Europa! Bore through the ice to the bottom with a nuclear heated missile! It'll work I tell ya....
We lost interest in Mars when we realized there isn't jack shit there. Just the way we were infatuated with movies about the moon from the 1920s until we got there, and realized there isn't jack shit there either.
Time to move on to something more interesting, like Europa.
Robinson's Red/Blue/Green Planet would be a great trilogy if ever made, but they'd have to whittle it down to just a few of the plot lines that weave through the books (primarily the terraforming issue and those for and against it, and the flood on earth and the run to populate mars). Would probably want to leave out a lot of the Poly-Sci discussions out of it.
Another really great basis for a Mars movie, primarily because it happens to be a great book that includes a very interesting and super unlikely plot element (bubble drives) is John Varley's Red Thunder. Reason I could see this working is because it's for one shorter and less involved than doing a KSR based movie, but it has typical movie fodder, like underdog college students and drunk astronauts that hollywood could gloss over but still not ruin the movie doing it.
"Mission to Mars" was the coffin.
"Ghosts Of Mars" was the nail in it.
I expect what started the mars movie fad was all the BS about the 'Face on Mars'... Once something reaches the cover of Weekly World News it's attained the level where it might be noticed by Hollywood types.
I'm jumping on the bandwagon of the fad being killed by the unremitting suck of the movies themselves.
-Kle.
There was a Mars rover in the early 90s - was it called Sojourner? The little one, that looked kind of like a Tonka truck? I remember looking at the images it sent back with vivid clarity. Pictures from other worlds never get old for me.
@Pouncer: "Pictures from other worlds never get old for me."
Unlike pictures ABOUT other worlds.
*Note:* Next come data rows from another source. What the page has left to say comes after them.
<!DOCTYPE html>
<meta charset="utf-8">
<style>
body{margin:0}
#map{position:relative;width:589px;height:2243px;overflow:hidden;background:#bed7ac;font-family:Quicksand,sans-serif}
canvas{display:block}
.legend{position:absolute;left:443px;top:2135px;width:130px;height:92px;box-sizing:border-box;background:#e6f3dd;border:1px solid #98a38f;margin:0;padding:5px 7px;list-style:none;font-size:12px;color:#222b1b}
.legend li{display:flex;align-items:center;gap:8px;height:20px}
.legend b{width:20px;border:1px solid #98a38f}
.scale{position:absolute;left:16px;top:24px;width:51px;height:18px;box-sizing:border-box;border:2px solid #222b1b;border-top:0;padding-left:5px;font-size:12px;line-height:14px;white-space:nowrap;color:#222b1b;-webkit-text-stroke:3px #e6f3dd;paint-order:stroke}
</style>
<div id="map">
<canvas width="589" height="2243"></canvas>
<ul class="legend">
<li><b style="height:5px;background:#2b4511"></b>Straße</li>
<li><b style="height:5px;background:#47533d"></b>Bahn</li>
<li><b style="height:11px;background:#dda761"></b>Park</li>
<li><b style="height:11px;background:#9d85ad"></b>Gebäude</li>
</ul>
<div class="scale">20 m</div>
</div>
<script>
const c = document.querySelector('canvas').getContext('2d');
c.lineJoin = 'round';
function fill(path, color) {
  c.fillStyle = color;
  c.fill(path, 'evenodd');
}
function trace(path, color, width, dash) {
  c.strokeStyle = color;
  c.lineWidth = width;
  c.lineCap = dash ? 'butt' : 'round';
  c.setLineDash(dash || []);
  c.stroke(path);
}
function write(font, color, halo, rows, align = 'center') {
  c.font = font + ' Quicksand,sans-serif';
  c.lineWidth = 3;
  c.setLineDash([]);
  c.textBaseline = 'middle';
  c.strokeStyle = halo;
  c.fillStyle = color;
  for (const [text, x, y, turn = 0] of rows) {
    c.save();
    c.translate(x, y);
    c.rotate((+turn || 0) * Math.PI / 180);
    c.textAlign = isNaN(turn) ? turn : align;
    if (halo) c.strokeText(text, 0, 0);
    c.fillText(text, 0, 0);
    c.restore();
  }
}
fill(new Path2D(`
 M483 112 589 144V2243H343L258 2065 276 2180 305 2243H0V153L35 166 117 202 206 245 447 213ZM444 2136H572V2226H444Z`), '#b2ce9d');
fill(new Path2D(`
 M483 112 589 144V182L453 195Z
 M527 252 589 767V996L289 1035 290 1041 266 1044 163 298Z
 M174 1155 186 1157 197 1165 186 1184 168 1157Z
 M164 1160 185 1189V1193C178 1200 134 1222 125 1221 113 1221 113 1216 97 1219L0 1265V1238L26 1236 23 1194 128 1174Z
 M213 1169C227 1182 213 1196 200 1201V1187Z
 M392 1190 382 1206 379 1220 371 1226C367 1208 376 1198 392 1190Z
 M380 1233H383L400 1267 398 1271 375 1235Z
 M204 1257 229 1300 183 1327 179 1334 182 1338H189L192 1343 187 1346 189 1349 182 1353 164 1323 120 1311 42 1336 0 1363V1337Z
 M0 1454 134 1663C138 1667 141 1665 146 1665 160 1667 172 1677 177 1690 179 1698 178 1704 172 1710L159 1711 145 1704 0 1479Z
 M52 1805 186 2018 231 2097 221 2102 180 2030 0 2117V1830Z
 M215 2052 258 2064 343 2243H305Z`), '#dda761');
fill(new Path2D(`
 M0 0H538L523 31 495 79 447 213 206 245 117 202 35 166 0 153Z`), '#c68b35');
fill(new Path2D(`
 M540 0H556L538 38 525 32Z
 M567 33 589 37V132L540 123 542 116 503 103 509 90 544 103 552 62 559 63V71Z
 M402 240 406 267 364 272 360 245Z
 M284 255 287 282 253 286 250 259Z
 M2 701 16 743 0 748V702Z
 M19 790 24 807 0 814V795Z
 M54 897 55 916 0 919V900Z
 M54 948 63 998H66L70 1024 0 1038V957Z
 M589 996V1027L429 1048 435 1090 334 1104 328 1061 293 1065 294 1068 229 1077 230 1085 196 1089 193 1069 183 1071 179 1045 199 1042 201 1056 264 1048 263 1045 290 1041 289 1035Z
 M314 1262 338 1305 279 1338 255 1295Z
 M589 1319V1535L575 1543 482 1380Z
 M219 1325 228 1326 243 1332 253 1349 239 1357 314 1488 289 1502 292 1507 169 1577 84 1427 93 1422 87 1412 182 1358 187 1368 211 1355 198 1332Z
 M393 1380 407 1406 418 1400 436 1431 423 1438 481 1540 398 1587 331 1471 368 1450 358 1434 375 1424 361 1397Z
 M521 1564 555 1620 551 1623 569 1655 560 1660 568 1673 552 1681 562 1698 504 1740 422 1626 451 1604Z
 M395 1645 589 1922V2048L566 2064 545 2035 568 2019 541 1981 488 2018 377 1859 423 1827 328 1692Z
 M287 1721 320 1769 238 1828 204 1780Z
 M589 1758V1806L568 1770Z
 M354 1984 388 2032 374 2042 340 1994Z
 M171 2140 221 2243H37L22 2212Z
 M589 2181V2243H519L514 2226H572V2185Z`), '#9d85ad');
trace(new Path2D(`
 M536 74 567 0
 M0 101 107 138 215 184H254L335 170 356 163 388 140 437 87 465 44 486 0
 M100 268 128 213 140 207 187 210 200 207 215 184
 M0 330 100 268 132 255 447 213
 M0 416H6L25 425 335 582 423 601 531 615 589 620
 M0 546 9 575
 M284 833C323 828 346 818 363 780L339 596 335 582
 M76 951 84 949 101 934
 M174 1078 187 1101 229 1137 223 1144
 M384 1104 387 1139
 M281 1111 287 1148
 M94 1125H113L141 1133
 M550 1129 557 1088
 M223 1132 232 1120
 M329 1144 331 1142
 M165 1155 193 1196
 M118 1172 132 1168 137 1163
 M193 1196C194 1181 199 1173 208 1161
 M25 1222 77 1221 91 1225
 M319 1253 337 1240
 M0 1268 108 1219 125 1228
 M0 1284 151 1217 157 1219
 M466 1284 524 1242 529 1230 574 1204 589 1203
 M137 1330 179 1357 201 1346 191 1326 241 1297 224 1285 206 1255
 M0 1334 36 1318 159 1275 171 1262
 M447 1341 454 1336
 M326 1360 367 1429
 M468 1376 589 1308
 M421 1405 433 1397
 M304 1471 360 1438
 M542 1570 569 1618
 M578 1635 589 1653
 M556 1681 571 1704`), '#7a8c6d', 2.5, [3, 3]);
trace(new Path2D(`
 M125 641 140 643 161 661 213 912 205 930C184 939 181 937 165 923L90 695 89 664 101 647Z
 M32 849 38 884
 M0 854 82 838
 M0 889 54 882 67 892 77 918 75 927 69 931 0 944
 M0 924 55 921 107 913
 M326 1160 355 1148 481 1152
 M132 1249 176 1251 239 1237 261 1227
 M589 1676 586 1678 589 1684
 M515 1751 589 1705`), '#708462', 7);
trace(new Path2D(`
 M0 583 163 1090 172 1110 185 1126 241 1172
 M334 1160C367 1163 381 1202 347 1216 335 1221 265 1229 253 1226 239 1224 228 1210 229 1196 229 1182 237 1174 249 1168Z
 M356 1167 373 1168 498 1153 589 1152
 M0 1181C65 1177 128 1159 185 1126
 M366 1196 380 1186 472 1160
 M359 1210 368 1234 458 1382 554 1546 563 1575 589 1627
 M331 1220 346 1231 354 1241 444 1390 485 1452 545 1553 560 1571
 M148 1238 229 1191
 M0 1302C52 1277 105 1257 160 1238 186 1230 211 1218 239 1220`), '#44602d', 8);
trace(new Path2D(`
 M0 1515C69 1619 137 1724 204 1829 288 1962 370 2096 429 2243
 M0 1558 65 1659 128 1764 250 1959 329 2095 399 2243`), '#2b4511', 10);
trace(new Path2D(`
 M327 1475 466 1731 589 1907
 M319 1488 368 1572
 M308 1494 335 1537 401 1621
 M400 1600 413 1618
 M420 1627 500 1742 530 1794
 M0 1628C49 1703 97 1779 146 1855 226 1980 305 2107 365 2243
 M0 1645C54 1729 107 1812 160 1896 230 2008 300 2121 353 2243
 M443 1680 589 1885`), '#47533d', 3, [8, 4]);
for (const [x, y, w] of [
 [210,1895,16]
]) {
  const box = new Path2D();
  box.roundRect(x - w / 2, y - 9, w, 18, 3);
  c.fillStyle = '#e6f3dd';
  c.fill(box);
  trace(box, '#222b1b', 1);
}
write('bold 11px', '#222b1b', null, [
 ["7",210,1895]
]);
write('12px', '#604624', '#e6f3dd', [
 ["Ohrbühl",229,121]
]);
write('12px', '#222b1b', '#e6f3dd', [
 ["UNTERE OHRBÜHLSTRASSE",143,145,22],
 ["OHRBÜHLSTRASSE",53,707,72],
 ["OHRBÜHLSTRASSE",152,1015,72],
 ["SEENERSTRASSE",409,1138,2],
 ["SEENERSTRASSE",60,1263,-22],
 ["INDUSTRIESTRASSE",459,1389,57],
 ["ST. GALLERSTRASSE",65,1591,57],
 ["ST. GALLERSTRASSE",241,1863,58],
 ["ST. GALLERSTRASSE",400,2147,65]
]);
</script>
Theyre all basically the same movie script.There was nothing really unique about them. THATS what killed the mars movie fascination. Next we'll see a movie about a killer asteroid heading to mars to destroy it and mars sends up a crack team of mars miners in space ships equipped with nukes to destroy it.
Basic mars movie plot line: Go to mars. Find alien. Have alien kill people. Kill alien. Roll credits.
Speaking of Mars books that would make great movies, how about Dan Simmons' ILIUM and OLYMPOS? Anyone read them?
A good chunk of the proceedings take place on Mars, but it is insanely surreal, with Mars' transformation into the Olympos of the Greek Gods in the hands of an AI. Although it is a post-human / post singularity story, it's heart is really in the "fantasy of pre-exploration of Mars for real camp scifi" with it's fantastic tale of greek heroes and gods reliving the mythical past of the Iliad on Mars... for real. I can't make this shit up, people!
Needless to say it would have to be a "300" type production, realism be damned, but the great characters and narrative strength of the novels and would hopefully rise way above the digital bedlam.
I still think "Mission to Mars" was a very well written , filmed, and portrayed movie. I'd love to see more movies like that.
@goldfarb: They're going to make it live action. So it actually Does matter who plays her. IIRC they are trying not to make it PG, but I don't remember where I heard that. Anyways, hopefully they get it done for the 100th anniversary of the books.